#### Data under study ####

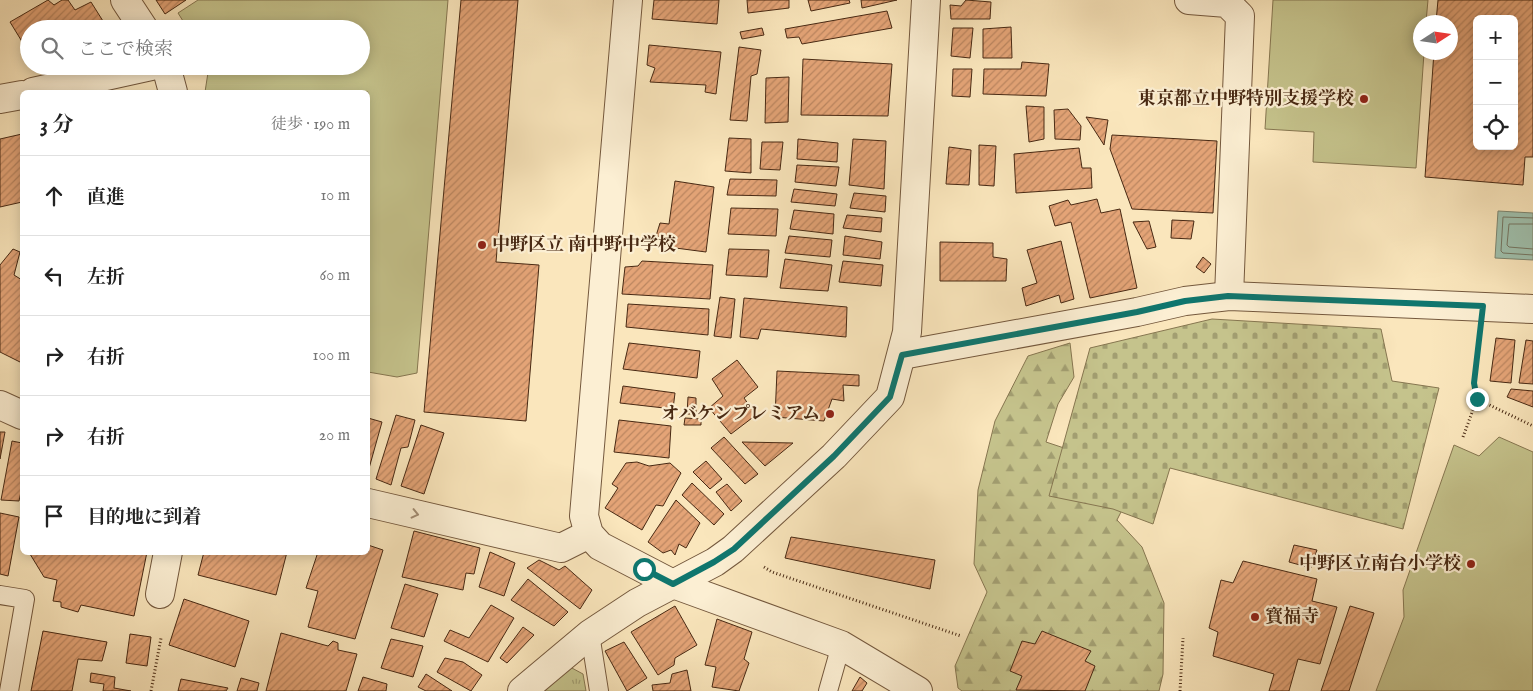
<!DOCTYPE html>
<html lang="ja">
<meta charset="utf-8">
<style>
:root{--surface:#fff;--page:#f6f6f6;--text:#222;--muted:#767676;--line:#e0e0e0}
body{margin:0;font-family:"IM FELL English","Noto Serif JP",serif;background:var(--page);color:var(--text)}
.controls{position:absolute;right:15px;top:15px;display:grid;overflow:hidden;border-radius:8px;box-shadow:0 2px 12px #0003}
.controls button{width:45px;height:45px;display:grid;place-items:center;padding:0;border:0;border-bottom:1px solid var(--line);background:var(--surface);color:var(--text);font:25px sans-serif}
.compass{position:absolute;left:1413px;top:15px;width:45px;height:45px;border-radius:50%;background:var(--surface);box-shadow:0 2px 12px #0003;rotate:78deg}
.stop{position:absolute;width:15px;height:15px;margin:-11px;border:4px solid #0f766e;border-radius:50%;background:#fff}
.stop.end{background:#0f766e;border-color:#fff;box-shadow:0 1px 5px #0008}
.list{margin:0;padding:0;list-style:none}
h2{display:flex;justify-content:space-between;align-items:center;height:65px;margin:0;padding:0 20px;font-size:21px}
h2 small{font-size:16px;font-weight:400;color:var(--muted)}
.list li{display:grid;grid-template-columns:32px 1fr auto;gap:15px;align-items:center;box-sizing:border-box;height:80px;padding:0 20px;border-top:1px solid var(--line)}
.list b{display:block;font-size:19px;white-space:nowrap}
.list em{font-size:16px;font-style:normal;color:var(--muted)}
.icon{flex:none;width:28px;height:28px;fill:none;stroke:currentColor;stroke-width:2;stroke-linecap:round;stroke-linejoin:round}
.map{position:relative;flex:none;width:1533px;height:691px;overflow:hidden}
.search{position:absolute;background:var(--surface);box-shadow:0 2px 12px #0003;left:20px;top:20px;width:350px;height:55px;display:flex;align-items:center;gap:12px;box-sizing:border-box;padding:0 18px;border-radius:28px;color:var(--muted);font-size:19px}
.panel{position:absolute;background:var(--surface);box-shadow:0 2px 12px #0003;left:20px;top:90px;width:350px;height:465px;border-radius:8px}
.map>svg:first-child{display:block}
.forest{fill:url(#forest-firs);stroke:#867650}
.cemetery{fill:url(#cemetery-stones);stroke:#867650}
.park{fill:url(#park-tufts);stroke:#867650}
.pitch{fill:#c5c38c;stroke:#867650}
.water{fill:#9fc0ad;stroke:#7c846f}
.lines{fill:none;stroke-linecap:round;stroke-linejoin:round}
.shore{stroke:#747460;stroke-width:1}
.building{fill:url(#building-hatch);stroke:#482913;fill-rule:evenodd}
.service-casing{stroke:#74583d;stroke-width:20}
.minor-casing{stroke:#74583d;stroke-width:30}
.path{stroke:#482913;stroke-width:3;stroke-dasharray:1 2.5;stroke-linecap:butt}
.service{stroke:#fcefd3;stroke-width:18}
.minor{stroke:#fcefd3;stroke-width:28}
.oneway{stroke:#a28c73}
.route{stroke:#0f766e;stroke-width:6}
.poi-dot{fill:#8f2418;stroke:#fcefd3;stroke-width:2}
.labels{text-anchor:middle;dominant-baseline:central;stroke-width:4.5;stroke-linejoin:round;paint-order:stroke}
.poi-label{font-size:18px;font-weight:bold;fill:#482913;stroke:#fcefd3;text-anchor:end}
</style>
<div class="map">
<svg width="1533" height="691" viewBox="0 0 1533 691">
<defs>
<pattern id="forest-firs" width="22" height="20" patternUnits="userSpaceOnUse" patternTransform="scale(1.25)"><rect width="22" height="20" fill="#c5c38c"/><path d="M5 1l3.5 6h-7zM16 11l3.5 6h-7z" fill="#a29e71"/></pattern>
<pattern id="cemetery-stones" width="16" height="16" patternUnits="userSpaceOnUse" patternTransform="scale(1.25)"><rect width="16" height="16" fill="#c5c38c"/><path d="M2 7V4a2 2 0 0 1 4 0v3zM10 15v-3a2 2 0 0 1 4 0v3z" fill="#a29e71"/></pattern>
<pattern id="park-tufts" width="24" height="20" patternUnits="userSpaceOnUse" patternTransform="scale(1.25)"><rect width="24" height="20" fill="#c5c38c"/><path d="M3 7l-1-3M5 7V3M7 7l1-3M15 17l-1-3M17 17v-4M19 17l1-3" fill="none" stroke="#a29e71"/></pattern>
<pattern id="building-hatch" width="6" height="6" patternUnits="userSpaceOnUse" patternTransform="scale(1.25)"><rect width="6" height="6" fill="#e4a477"/><path d="M-1 1l2-2M0 6l6-6M5 7l2-2" fill="none" stroke="#bb8660"/></pattern>
</defs>
<rect width="100%" height="100%" fill="#fae6bc"/>
<filter id="stains"><feTurbulence type="fractalNoise" baseFrequency=".004" numOctaves="4"/><feColorMatrix values="0 0 0 0 .2 0 0 0 0 .09 0 0 0 0 .02 0 0 0 .5 -.17"/></filter>
<radialGradient id="worn" r=".72"><stop offset=".6" stop-color="#630" stop-opacity="0"/><stop offset="1" stop-color="#630" stop-opacity=".3"/></radialGradient>
<path class="forest" d="M1070,343l4,34 -16,27 -12,38 36,12 53,30 -18,36 25,27 22,56 -1,71 -4,17h-197l-4,-3 -3,-22 32,-74 -13,-28 4,-74 17,-69 33,-65z"/>
<path class="cemetery" d="M1212,319l169,10 11,52 47,7 -36,141 -233,-61 -17,56 -40,-15 -64,-13 41,-148z"/>
<path class="park" d="M570,667l13,7 3,17h-41z"/>
<g class="pitch">
<path d="M198,0h250l-31,373 -20,4 -29,-5v-280h-163l4,-26h152v-37h-173l-10,-16z"/>
<path d="M1273,0h155l-2,22h-6v30l4,1 -8,115 -103,-6 1,-30 -49,-3z"/>
<path d="M1499,437l34,15v239h-157l28,-74 -1,-27 51,-145 25,11z"/>
</g>
<path class="water" d="M1498,211l35,2v47l-38,-2z"/>
<g class="lines">
<g class="shore">
<path d="M1533,218l-30,-1 -2,34 2,2 30,2"/>
<path d="M1533,224h-24l-2,21 2,2 24,2"/>
</g>
</g>
<g class="building">
<path d="M48,0l6,5 8,-5h6l7,10 16,-8 17,27h-79v24l-19,-31z"/>
<path d="M156,0h30l-21,14z"/>
<path d="M461,0h57l-22,262 43,3 -13,156 -102,-9z"/>
<path d="M654,0h65l-2,24 -65,-5z"/>
<path d="M747,0h42v8l-41,5z"/>
<path d="M808,0h41l1,3 -39,8z"/>
<path d="M861,0h36l-35,8z"/>
<path d="M966,0l25,2 -1,17h-39l-1,-14 11,1z"/>
<path d="M1438,0h95v157h-8l-2,28 -98,-8 9,-125h16v-30h-14zM1477,19h37v127h-37z"/>
<path d="M887,11l5,17 -90,16 -3,-7 -12,1 -2,-9z"/>
<path d="M1011,27l1,31h-29v-29z"/>
<path d="M762,28l2,7 -22,4 -2,-7z"/>
<path d="M953,28h20l-3,30 -19,-2z"/>
<path d="M649,45l72,7 -5,42 -11,-2 1,-7 -56,-3 5,-14 -8,-3z"/>
<path d="M739,47l22,3 -4,24 -6,2 -4,45 -17,-1z"/>
<path d="M803,59l89,5 -4,52 -87,-1z"/>
<path d="M1022,62l27,2 -3,32 -63,-2 1,-25h37z"/>
<path d="M953,69h19l-2,28 -18,-1z"/>
<path d="M789,77l-1,45 -23,1 1,-45z"/>
<path d="M1026,106l18,1v32l-15,3z"/>
<path d="M1068,109l13,17 -1,14 -25,-1 -1,-29z"/>
<path d="M1086,117l22,3 -4,25z"/>
<path d="M22,134v68l-22,5v-68z"/>
<path d="M1112,135l105,6 -4,72 -81,-4 -22,-60z"/>
<path d="M729,138l22,1v34l-26,-2z"/>
<path d="M798,139l40,4 -1,19 -40,-3z"/>
<path d="M853,139l33,2 -2,48 -35,-4z"/>
<path d="M762,142h21l-3,28 -20,-1z"/>
<path d="M979,145l17,1 -2,40 -15,-1z"/>
<path d="M949,147l22,3 -2,35 -23,-1z"/>
<path d="M1079,148l3,20h9l1,20 -76,5 -2,-39z"/>
<path d="M797,165l42,2 -3,19 -41,-4z"/>
<path d="M730,179l47,1 -1,16 -49,-1z"/>
<path d="M675,181l39,6 -8,65 -38,-5 2,-10 -14,-1 4,-13 9,1z"/>
<path d="M794,189l43,5 -2,12 -44,-4z"/>
<path d="M854,193l32,3 -1,16 -35,-4z"/>
<path d="M1097,199l4,14 19,-4 17,79 -47,10 -19,-76 -16,4 -6,-20 19,-6 3,5z"/>
<path d="M731,208l47,1 -2,27 -48,-2z"/>
<path d="M794,210l40,4 -1,20 -43,-5z"/>
<path d="M847,215l35,3 -1,14 -38,-4z"/>
<path d="M1172,220l22,1 -3,18 -20,-1z"/>
<path d="M1149,221l7,26 -9,2 -14,-27z"/>
<path d="M789,236l43,4 -2,17 -45,-4z"/>
<path d="M845,236l37,6 -2,17 -37,-4z"/>
<path d="M1061,241l13,58 -13,4 -2,-8 -33,11 -4,-18 15,-5 -10,-33z"/>
<path d="M940,242l53,1v14l14,2 -1,22h-66z"/>
<path d="M13,249l7,3 -6,23 8,5v83l-22,-11v-87z"/>
<path d="M729,249l40,1 -2,27 -41,-2z"/>
<path d="M1203,257l8,7 -7,9 -8,-6z"/>
<path d="M785,259l47,6 -4,26 -48,-3z"/>
<path d="M642,261l71,4 -3,34 -88,-5 3,-27 13,-1z"/>
<path d="M843,261l40,4 -2,21 -42,-4z"/>
<path d="M720,297l15,2 -4,39 -17,-2z"/>
<path d="M744,298l103,9 -1,30 -85,-8 -3,10 -18,-2z"/>
<path d="M628,304l81,5 -1,26 -82,-8z"/>
<path d="M1496,338l19,2 -4,43 -21,-2z"/>
<path d="M1526,340l7,1v43l-14,-1z"/>
<path d="M629,343l71,8 -3,27 -74,-9z"/>
<path d="M737,360l21,27 -14,11 12,17 -25,19 -22,-26 14,-12 -11,-17z"/>
<path d="M777,371l82,4v11l-16,-1 1,16 -12,-2 -8,22 -49,-4z"/>
<path d="M623,386l52,7 -2,16 -53,-6z"/>
<path d="M1511,389l22,2v16l-26,-10z"/>
<path d="M688,397l8,1v16h-9z"/>
<path d="M396,415l19,5 -7,27 -7,1 -10,37 -15,-6z"/>
<path d="M368,418l14,4 -14,50z"/>
<path d="M685,418l16,1v6h-17z"/>
<path d="M619,420l52,6 -2,32 -55,-6z"/>
<path d="M421,425l23,8 -20,61 -23,-8z"/>
<path d="M0,432h5l-5,27z"/>
<path d="M724,437l34,37 -13,10 -34,-36z"/>
<path d="M12,441l10,2v44l-3,14 -18,-1z"/>
<path d="M742,442l51,1 -28,23z"/>
<path d="M706,461l16,18 -12,10 -17,-17z"/>
<path d="M637,462l12,4 21,-3 11,10 -18,33 -7,-1 -14,25 -37,-22 13,-20 -6,-4 14,-21z"/>
<path d="M692,483l32,31 -10,11 -32,-30z"/>
<path d="M727,484l15,17 -11,10 -15,-19z"/>
<path d="M676,500l24,23 -14,25 -7,-4 -4,11 -4,-5 -8,3 -15,-11z"/>
<path d="M0,513l19,4 -11,59 -8,-2z"/>
<path d="M414,531l66,17 -6,26 -8,-1 -3,17 -61,-13z"/>
<path d="M791,537l144,23 -5,29 -145,-31z"/>
<path d="M368,545l15,5 -28,89 -47,-12 10,-36 -12,-3 12,-36h50z"/>
<path d="M1294,545l23,5 -6,18 -22,-6z"/>
<path d="M31,552h116l-13,64 -53,-11 -3,7 -17,-5v-5l-8,-1 4,-21 -13,-3 -14,-23z"/>
<path d="M204,552h83l-11,43 -78,-20z"/>
<path d="M490,552l25,11 -11,33 -25,-9z"/>
<path d="M539,560l20,10 6,-4 27,24 -12,19 -53,-41z"/>
<path d="M1243,561l74,18 -5,22 25,6 -17,57 -22,-5 -9,32h-20l5,-17 -61,-18 5,-24 -9,-4 12,-48 12,3z"/>
<path d="M528,579l40,33 -14,14 -43,-26z"/>
<path d="M405,584l33,10 -14,43 -33,-9z"/>
<path d="M184,599l65,22 -14,46 -66,-22z"/>
<path d="M491,605l23,13 -26,44 -44,-21 6,-11 19,8z"/>
<path d="M675,606l22,39 -22,13 -1,7 -16,10 -27,-43z"/>
<path d="M1350,606l24,7 -25,78h-28z"/>
<path d="M717,619l35,13 -8,27 5,4 -10,28 -27,-4 4,-20 -11,-2z"/>
<path d="M523,627l11,8 -27,28 -7,-5z"/>
<path d="M43,631l64,11 -5,19 -24,-2 -6,32h-41z"/>
<path d="M1042,631l49,20 -6,10 10,5 -10,25 -69,-1 6,-14 -12,-5 12,-30 13,3z"/>
<path d="M281,633l47,13 5,-5 5,2v7l19,4 -11,37h-80z"/>
<path d="M130,634l21,3 -4,29 -21,-3z"/>
<path d="M391,639l32,7 -10,31 -32,-9z"/>
<path d="M624,642l23,36 -20,13 -22,-40z"/>
<path d="M445,658l18,4 19,13 -11,16 -34,-19z"/>
<path d="M687,670l4,21h-38l-1,-6 18,-2 2,-9z"/>
<path d="M91,673l24,4 -1,11 17,3h-28l1,-7 -14,-2z"/>
<path d="M426,674l26,17h-26l-8,-4z"/>
<path d="M363,677l24,7 -1,7h-28z"/>
<path d="M860,677l7,6 -5,8h-10z"/>
<path d="M241,678l18,5 -2,8h-20z"/>
<path d="M181,679l47,9 -2,3h-48z"/>
</g>
<g class="lines">
<g class="service-casing">
<g id="service">
<path d="M0,595l25,4 -16,92"/>
<path d="M590,634l9,57"/>
<path d="M828,691l13,-46"/>
</g>
</g>
<g class="minor-casing">
<g id="minor">
<path d="M125,0l19,29"/>
<path d="M628,0l-44,516 5,18 11,12 73,38 168,61 77,46"/>
<path d="M1189,0l38,3 13,13 -11,280"/>
<path d="M166,66l7,26"/>
<path d="M33,92l118,-26"/>
<path d="M0,99l22,-4"/>
<path d="M902,355l235,-43 48,-11 44,-5 304,13"/>
<path d="M0,405l22,10"/>
<path d="M368,503l193,45 28,-14"/>
<path d="M160,594l8,-42"/>
<path d="M522,691l68,-57 47,-31 78,-41 18,-13 101,-93 56,-59 17,-65 19,-332"/>
</g>
</g>
<g class="path">
<path d="M1479,340l-5,43 3,16 56,27"/>
<path d="M1463,437l14,-38"/>
<path d="M764,567l8,5 189,64"/>
<path d="M151,691l10,-53"/>
<path d="M1180,691l3,-53"/>
</g>
<use href="#service" class="service"/>
<use href="#minor" class="minor"/>
</g>
<defs><path id="oneway-chevron" d="M-2-3.5L2.5 0L-2 3.5" fill="none" stroke-width="1.6" stroke-linecap="round" stroke-linejoin="round" transform="scale(1.25)"/></defs>
<use class="oneway" href="#oneway-chevron" transform="translate(415 514) rotate(13)"/>
<g class="lines">
<path class="route" d="M644,569l29,15 41,-22 20,-13 100,-93 56,-59 12,-42 235,-43 48,-11 43,-5 255,10 -9,77 3,16"/>
</g>
<g class="poi-dot">
<circle cx="1364" cy="99" r="5"/>
<circle cx="482" cy="245" r="5"/>
<circle cx="830" cy="414" r="5"/>
<circle cx="1471" cy="564" r="5"/>
<circle cx="1255" cy="617" r="5"/>
</g>
<g class="labels">
<g class="poi-label">
<text x="1354" y="99">東京都立中野特別支援学校</text>
<text x="492" y="245" text-anchor="start">中野区立 南中野中学校</text>
<text x="820" y="414">オバケンプレミアム</text>
<text x="1461" y="564">中野区立南台小学校</text>
<text x="1265" y="617" text-anchor="start">寳福寺</text>
</g>
</g>
<rect width="100%" height="100%" filter="url(#stains)"/>
<rect width="100%" height="100%" fill="url(#worn)"/>
</svg>
<div class="controls">
<button>+</button>
<button>−</button>
<button><svg class="icon" aria-label="locate" viewBox="0 0 24 24"><circle cx="12" cy="12" r="6"/><path d="M12 2v4M12 18v4M2 12h4M18 12h4"/></svg></button>
</div>
<svg class="compass" viewBox="-18 -18 36 36"><path d="M0-13l5 13h-10z" fill="#e53935"/><path d="M0 13l5-13h-10z" fill="#767676"/></svg>
<div class="stop" style="left:644px;top:569px"></div>
<div class="stop end" style="left:1477px;top:399px"></div>
<div class="search"><svg class="icon" aria-label="search" viewBox="0 0 24 24"><circle cx="10" cy="10" r="6"/><path d="M15 15l6 6"/></svg>ここで検索</div>
<section class="panel">
<h2>3 分<small>徒歩 · 190 m</small></h2>
<ul class="list">
<li><svg class="icon" aria-label="ahead" viewBox="0 0 24 24"><path d="M12 20V5M6 11l6-6 6 6"/></svg><div><b>直進</b></div><em>10 m</em></li>
<li><svg class="icon" aria-label="left" viewBox="0 0 24 24"><path d="M17 20v-9H6M10 6l-5 5 5 5"/></svg><div><b>左折</b></div><em>60 m</em></li>
<li><svg class="icon" aria-label="right" viewBox="0 0 24 24"><path d="M7 20v-9h11M14 6l5 5-5 5"/></svg><div><b>右折</b></div><em>100 m</em></li>
<li><svg class="icon" aria-label="right" viewBox="0 0 24 24"><path d="M7 20v-9h11M14 6l5 5-5 5"/></svg><div><b>右折</b></div><em>20 m</em></li>
<li><svg class="icon" aria-label="arrive" viewBox="0 0 24 24"><path d="M6 21V4h12l-3 4 3 4H6"/></svg><div><b>目的地に到着</b></div></li>
</ul>
</section>
</div>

####

Task> Wherever the string "right" appears in the records, copy the whole line.

Solution to this task>
.controls{position:absolute;right:15px;top:15px;display:grid;overflow:hidden;border-radius:8px;box-shadow:0 2px 12px #0003}
<li><svg class="icon" aria-label="right" viewBox="0 0 24 24"><path d="M7 20v-9h11M14 6l5 5-5 5"/></svg><div><b>右折</b></div><em>100 m</em></li>
<li><svg class="icon" aria-label="right" viewBox="0 0 24 24"><path d="M7 20v-9h11M14 6l5 5-5 5"/></svg><div><b>右折</b></div><em>20 m</em></li>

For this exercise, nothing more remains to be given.